Suppose we have an object, denoted as a slider with mass M, that has one degree of freedom of movement along a linear track. The slider can move in the positive y-direction along this track with respect to an x-y coordinate system that is fixed to an inertial laboratory reference frame. The slider is initially at rest. On the surface of the slider is another track which has a section that is aligned perpendicular to the y-axis. On one end of this track section is a smaller object, denoted as the mover with mass m. (We choose the ratio of M and m such that M >> m.) The mover can slide along this track in the positive x-direction until the track curves it around through a quarter turn, such that the mover emerges from the curved section in the positive y-direction. Also at the end of the track is a near-massless spring with a force constant k. We push the mover against the spring a distance ∆x, compressing it, and giving the mover an initial elastic potential energy equal to:

Elastic Energy = 1/2 k ∆x² (1).

At some point in time we release the mover. The velocity of the mover in the positive x-direction with respect to our laboratory frame as it emerges from the spring is easily derived as:

Vmover = ∆x√(k/m) (2).

Hence, the kinetic energy would be:

KEmover = 1/2 m Vmover² (3).

As the mover travels at a constant speed in the positive x-direction, we push the slider in the positive y-direction, giving the slider a velocity Vslider. Thus, the total initial kinetic energy of the system with respect to our laboratory frame would be:

Total Initial Energy = 1/2 M Vslider² + 1/2 m Vslider ² + 1/2 m Vmover² (4).

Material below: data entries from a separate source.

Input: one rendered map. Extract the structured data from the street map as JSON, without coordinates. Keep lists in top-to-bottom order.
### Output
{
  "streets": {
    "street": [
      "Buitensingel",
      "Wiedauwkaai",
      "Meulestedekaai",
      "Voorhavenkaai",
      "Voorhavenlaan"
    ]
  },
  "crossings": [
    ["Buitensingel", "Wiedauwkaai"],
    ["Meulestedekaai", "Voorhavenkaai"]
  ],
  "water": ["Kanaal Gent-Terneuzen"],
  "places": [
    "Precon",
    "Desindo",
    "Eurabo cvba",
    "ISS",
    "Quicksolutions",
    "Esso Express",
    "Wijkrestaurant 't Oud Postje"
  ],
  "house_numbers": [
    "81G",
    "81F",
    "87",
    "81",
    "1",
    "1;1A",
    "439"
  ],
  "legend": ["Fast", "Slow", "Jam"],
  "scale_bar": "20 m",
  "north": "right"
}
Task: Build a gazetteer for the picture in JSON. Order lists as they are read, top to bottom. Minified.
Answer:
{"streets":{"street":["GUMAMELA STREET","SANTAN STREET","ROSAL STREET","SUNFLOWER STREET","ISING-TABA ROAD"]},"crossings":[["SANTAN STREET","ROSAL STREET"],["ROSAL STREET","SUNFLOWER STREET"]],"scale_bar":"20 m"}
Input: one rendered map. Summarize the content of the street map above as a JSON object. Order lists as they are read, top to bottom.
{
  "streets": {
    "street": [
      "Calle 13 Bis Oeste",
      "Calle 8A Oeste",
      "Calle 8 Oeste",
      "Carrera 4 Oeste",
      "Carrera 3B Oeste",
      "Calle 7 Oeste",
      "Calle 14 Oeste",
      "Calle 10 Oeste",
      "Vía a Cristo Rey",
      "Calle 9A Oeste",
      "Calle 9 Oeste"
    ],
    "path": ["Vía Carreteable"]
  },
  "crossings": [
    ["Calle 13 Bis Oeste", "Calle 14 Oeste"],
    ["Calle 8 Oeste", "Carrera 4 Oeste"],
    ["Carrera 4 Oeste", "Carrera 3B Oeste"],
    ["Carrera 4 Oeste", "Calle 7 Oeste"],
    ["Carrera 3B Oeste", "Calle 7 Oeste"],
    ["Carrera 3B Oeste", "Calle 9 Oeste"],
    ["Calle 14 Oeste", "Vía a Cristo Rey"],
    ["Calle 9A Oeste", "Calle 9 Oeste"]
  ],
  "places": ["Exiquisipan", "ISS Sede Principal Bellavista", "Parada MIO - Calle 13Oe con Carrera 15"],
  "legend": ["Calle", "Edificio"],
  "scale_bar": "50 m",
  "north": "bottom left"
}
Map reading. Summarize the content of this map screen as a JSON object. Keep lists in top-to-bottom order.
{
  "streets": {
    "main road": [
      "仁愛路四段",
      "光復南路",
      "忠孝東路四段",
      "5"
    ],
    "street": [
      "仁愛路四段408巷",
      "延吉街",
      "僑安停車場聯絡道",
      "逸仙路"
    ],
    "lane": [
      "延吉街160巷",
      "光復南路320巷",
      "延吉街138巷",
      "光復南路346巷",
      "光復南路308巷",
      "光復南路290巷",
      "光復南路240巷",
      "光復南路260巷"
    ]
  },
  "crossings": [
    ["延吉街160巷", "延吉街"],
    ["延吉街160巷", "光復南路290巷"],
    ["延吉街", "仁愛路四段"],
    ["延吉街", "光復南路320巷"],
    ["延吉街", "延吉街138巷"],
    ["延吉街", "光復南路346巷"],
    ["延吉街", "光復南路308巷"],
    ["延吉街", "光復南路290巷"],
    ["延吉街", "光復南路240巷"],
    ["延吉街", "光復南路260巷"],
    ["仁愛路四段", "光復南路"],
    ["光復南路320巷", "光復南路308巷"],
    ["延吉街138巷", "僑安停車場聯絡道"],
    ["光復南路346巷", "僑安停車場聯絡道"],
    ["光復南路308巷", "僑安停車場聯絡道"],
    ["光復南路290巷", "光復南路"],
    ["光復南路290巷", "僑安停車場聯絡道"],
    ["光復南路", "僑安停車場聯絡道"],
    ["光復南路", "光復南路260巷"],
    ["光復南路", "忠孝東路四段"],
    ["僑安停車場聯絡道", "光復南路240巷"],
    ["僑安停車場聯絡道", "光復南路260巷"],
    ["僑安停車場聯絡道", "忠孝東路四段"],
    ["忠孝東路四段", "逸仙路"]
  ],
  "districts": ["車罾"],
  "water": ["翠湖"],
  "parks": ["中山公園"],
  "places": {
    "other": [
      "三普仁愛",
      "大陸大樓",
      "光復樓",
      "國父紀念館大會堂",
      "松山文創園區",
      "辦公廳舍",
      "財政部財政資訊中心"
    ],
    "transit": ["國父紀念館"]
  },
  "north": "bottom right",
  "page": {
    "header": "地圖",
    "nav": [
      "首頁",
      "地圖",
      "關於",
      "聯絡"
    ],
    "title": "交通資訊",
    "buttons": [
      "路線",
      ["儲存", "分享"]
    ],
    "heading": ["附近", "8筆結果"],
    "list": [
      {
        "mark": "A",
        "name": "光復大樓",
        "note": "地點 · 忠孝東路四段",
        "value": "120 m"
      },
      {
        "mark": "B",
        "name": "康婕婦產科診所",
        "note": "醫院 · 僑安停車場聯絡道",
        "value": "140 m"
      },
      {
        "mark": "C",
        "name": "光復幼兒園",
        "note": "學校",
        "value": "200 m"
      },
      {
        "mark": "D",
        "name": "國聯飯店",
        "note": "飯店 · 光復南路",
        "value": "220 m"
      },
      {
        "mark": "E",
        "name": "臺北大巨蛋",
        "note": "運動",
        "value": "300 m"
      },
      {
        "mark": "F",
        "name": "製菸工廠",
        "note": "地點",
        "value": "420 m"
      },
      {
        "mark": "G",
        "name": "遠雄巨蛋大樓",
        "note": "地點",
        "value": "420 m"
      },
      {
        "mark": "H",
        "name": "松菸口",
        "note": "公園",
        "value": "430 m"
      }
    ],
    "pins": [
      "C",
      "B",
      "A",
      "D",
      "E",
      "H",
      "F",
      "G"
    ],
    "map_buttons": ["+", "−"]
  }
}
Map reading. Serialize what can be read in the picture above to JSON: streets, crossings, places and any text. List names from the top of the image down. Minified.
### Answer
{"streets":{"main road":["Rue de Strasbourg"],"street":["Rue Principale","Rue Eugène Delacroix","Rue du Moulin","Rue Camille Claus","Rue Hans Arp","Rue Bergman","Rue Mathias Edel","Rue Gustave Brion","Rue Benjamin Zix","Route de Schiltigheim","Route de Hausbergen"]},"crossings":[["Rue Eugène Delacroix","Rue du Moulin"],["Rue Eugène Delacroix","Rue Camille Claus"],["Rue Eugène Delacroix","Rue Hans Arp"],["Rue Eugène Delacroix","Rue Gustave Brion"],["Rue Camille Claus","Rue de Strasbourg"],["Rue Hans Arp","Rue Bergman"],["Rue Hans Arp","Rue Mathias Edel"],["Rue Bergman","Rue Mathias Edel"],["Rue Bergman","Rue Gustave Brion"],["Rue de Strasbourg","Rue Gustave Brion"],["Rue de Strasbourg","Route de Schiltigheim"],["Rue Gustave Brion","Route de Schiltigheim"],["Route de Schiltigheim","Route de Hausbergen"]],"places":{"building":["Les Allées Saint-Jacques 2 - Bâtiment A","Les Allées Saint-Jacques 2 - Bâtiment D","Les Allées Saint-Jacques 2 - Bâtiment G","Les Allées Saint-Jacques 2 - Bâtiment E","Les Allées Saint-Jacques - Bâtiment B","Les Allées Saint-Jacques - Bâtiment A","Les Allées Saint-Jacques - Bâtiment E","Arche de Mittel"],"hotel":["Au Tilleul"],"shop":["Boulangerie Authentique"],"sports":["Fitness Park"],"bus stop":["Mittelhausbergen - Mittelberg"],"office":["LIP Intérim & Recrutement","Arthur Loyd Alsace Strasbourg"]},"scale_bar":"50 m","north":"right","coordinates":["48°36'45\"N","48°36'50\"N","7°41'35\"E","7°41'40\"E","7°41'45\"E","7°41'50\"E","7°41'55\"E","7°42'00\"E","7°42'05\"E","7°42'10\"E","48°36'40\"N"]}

At some later point in time the mover travels counter-clockwise around the quarter section of the track and emerges traveling in the positive y-direction. With respect to the frame of the slider because we assume there is no friction, the magnitude of the velocity of the mover in the positive y-direction would be the same as the magnitude of the initial velocity in the positive x-direction expressed in equation 2. (Remember, we also assume M >> m, such that the effect the mover has on the slider as it rounds the curved section of the track due to the centrifugal reactive force acting on the track is inconsequential.) The velocity of the mover in the positive y-direction with respect to the laboratory frame is easily derived from the Galilean velocity addition theorem as:

Vmover lab = Vslider + Vmover (5).

Hence, with respect to the laboratory frame, the mover's kinetic energy would now be:

KEmover lab = 1/2 m (Vslider + Vmover)² (6).

Expanding, we have:

KEmover lab = 1/2 m Vslider² + m Vslider Vmover + 1/2 m Vmover² (7).

Combining with the kinetic energy of the slider, we have the total final energy of
the system as:

Total Final Energy = 1/2 M Vslider² +1/2 m Vslider² + m Vslider Vmover + 1/2 m Vmover² (8).

Subtracting the initial total energy, equation 4, from the above, we arrive at:

∆Energy = m Vslider Vmover (9).

The above expression represents a gain in energy of the system. The initial energy of the system can be accounted for by the work we did in compressing the spring and the work we did in moving the system in the positive y-direction. We define the system as the mass of the slider and the mass of the mover. We include the mass of the track on the slider as part of the mass of the slider. The total initial kinetic energy of the system expressed in equation 4 must by the conservation of energy be accounted for by an equal decrease in the internal energy of our body so that the net change in energy at this initial time is zero. However, when the mover emerges from the curved section of the track, the system has gained energy by the amount expressed in equation 9.
Would anyone like to venture an explanation where the source of this gain in energy
comes from? Would it be in the domain of quantum physics? Could we link it to the vacuum energy?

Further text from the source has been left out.